Diabetes Research Unit (S.D.L., D.R.O.), Llandough Hospital, Penarth, South Glam, CF64 2XX; and Ajinomoto Pharmaceuticals Europe Ltd. (D.M.A.), Redhill, Surrey RH1 1RX, United Kingdom

Address all correspondence and requests for reprints to: Dr. S. D. Luzio, Diabetes Research Unit, Llandough Hospital, Penlan Road, Penarth, South Glam, CF64 2XX, United Kingdom. E-mail: luzio{at}cf.ac.uk

Abstract

These studies examined the influence of timing of administration of nateglinide on the glucose profile and ß-cell secretory response to a standardized test meal and the effect of meal composition on the pharmacokinetic and pharmacodynamic profile. In study 1, nateglinide (60 mg) or placebo was given orally at -10, -1, or +10 min to healthy subjects (n = 12), in relation to a standardized test meal (500 kcal) that commenced at 0 min.
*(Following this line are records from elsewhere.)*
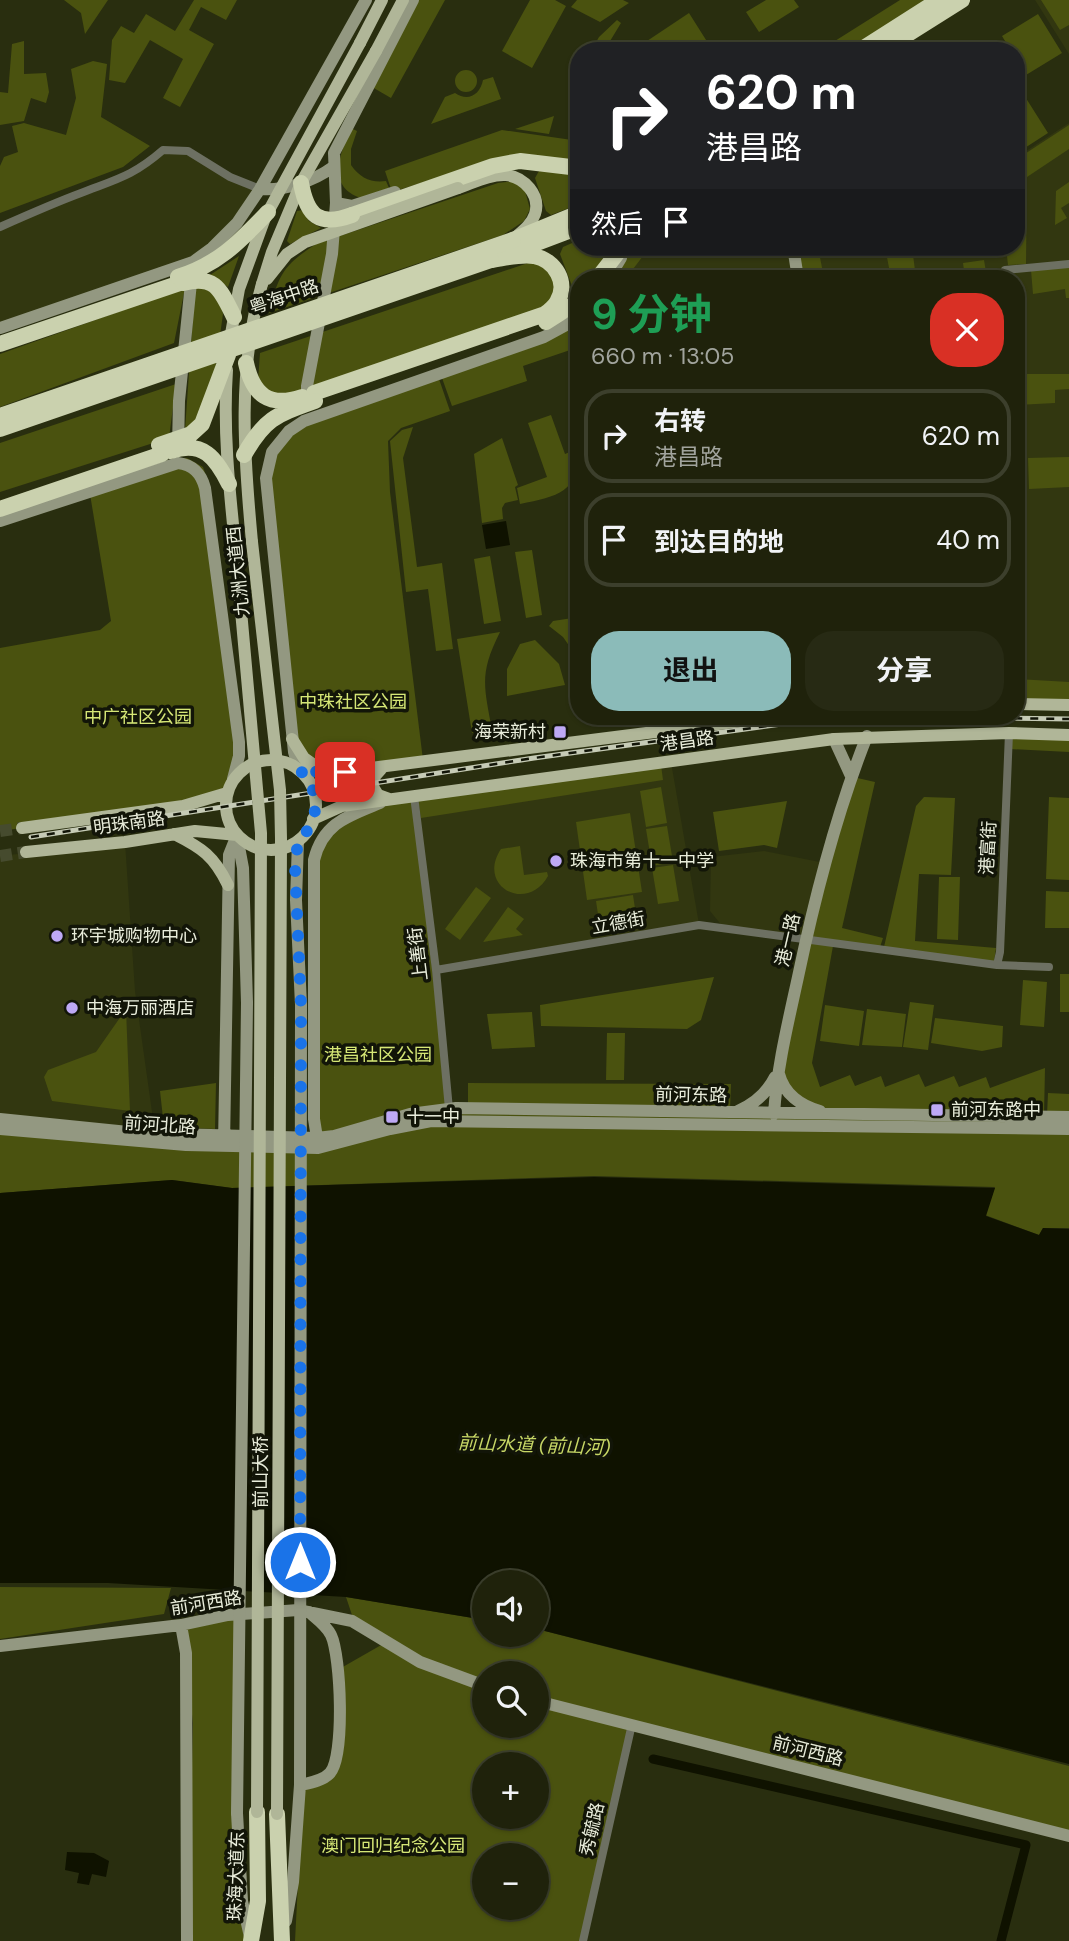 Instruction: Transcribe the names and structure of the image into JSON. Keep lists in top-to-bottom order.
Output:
{
  "streets": {
    "highway": ["粤海中路", "珠海大道东"],
    "main road": [
      "九洲大道西",
      "港昌路",
      "明珠南路",
      "港一路",
      "前河东路",
      "前河北路",
      "前山大桥",
      "前河西路"
    ],
    "street": [
      "港富街",
      "立德街",
      "上善街",
      "秀毓路"
    ]
  },
  "crossings": [
    ["九洲大道西", "前山大桥"],
    ["港昌路", "明珠南路"],
    ["港昌路", "港富街"],
    ["港昌路", "港一路"],
    ["港昌路", "上善街"],
    ["立德街", "港一路"],
    ["立德街", "上善街"],
    ["港一路", "前河东路"],
    ["上善街", "前河东路"],
    ["前河东路", "前河北路"],
    ["前山大桥", "珠海大道东"],
    ["前河西路", "秀毓路"]
  ],
  "water": ["前山水道 (前山河)"],
  "parks": [
    "中珠社区公园",
    "中广社区公园",
    "港昌社区公园",
    "澳门回归纪念公园"
  ],
  "places": {
    "transit": ["海荣新村", "前河东路中", "十一中"],
    "other": ["珠海市第十一中学", "环宇城购物中心", "中海万丽酒店"]
  },
  "page": {
    "turn": ["620 m", "港昌路"],
    "then": "然后",
    "heading": ["9 分钟", "660 m · 13:05"],
    "list": [
      {
        "name": "右转",
        "note": "港昌路",
        "value": "620 m"
      },
      {
        "name": "到达目的地",
        "value": "40 m"
      }
    ],
    "buttons": ["退出", "分享"],
    "map_buttons": ["+", "−"]
  }
} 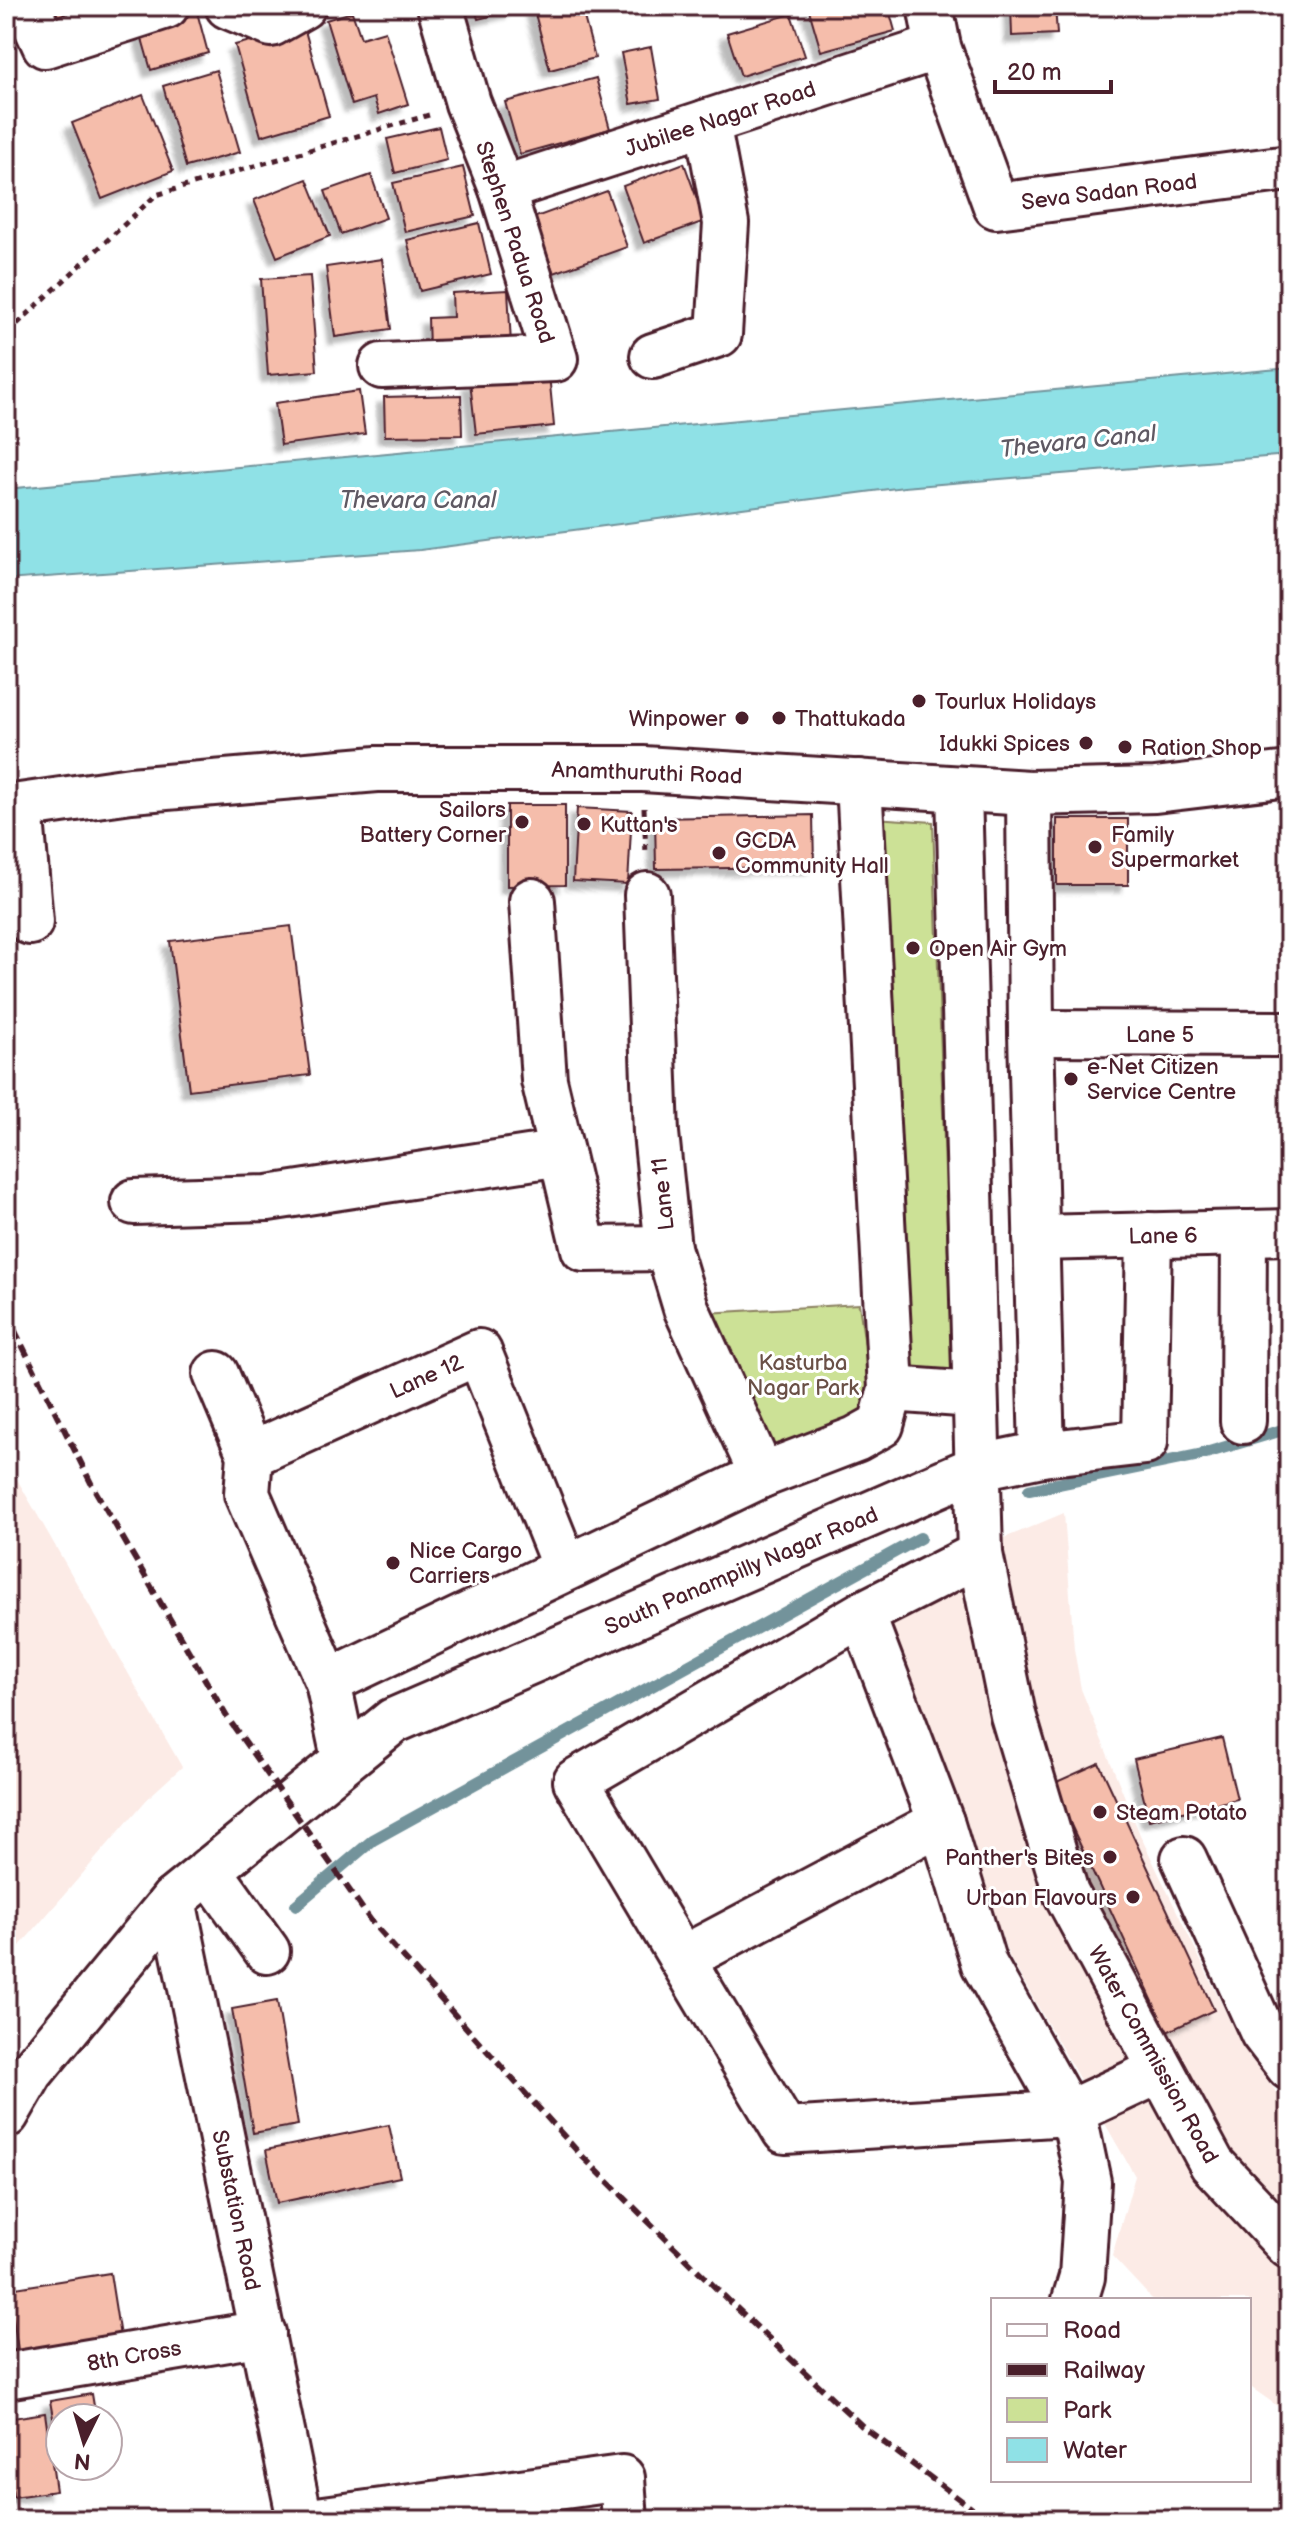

In study 2, also in healthy subjects (n = 12), a single oral dose (60 mg) of nateglinide was given either 10 min before or 10 min after the start of each of three different test meals (i.e. high in carbohydrate, fat, or protein). In both studies, the postmeal observation period was a minimum of 240 min. In the first study premeal (-10,-1 min), administration of nateglinide led to earlier and higher peak plasma nateglinide concentrations, compared with postprandial dosing (+10 min). A significantly lower maximum postprandial glucose concentration was seen with preprandial dosing compared with either placebo (P < 0.01) or nateglinide given postprandially (P < 0.01). The impact on the glucose profile was consistent with the enhanced insulin profiles after nateglinide, resulting in higher peak plasma insulin concentrations compared with placebo (P < 0.01). Study 2 confirmed the greater impact of pre- vs. postprandial dosing on the glucose and insulin profiles, irrespective of meal type. Nateglinide administration, before a meal, resulted in a more rapid rise and higher peak nateglinide plasma concentrations, irrespective of meal composition. Preprandial administration of nateglinide was more effective in reducing prandial glucose excursions, compared with postmeal dosing (+10 min), a consequence of the earlier insulin response.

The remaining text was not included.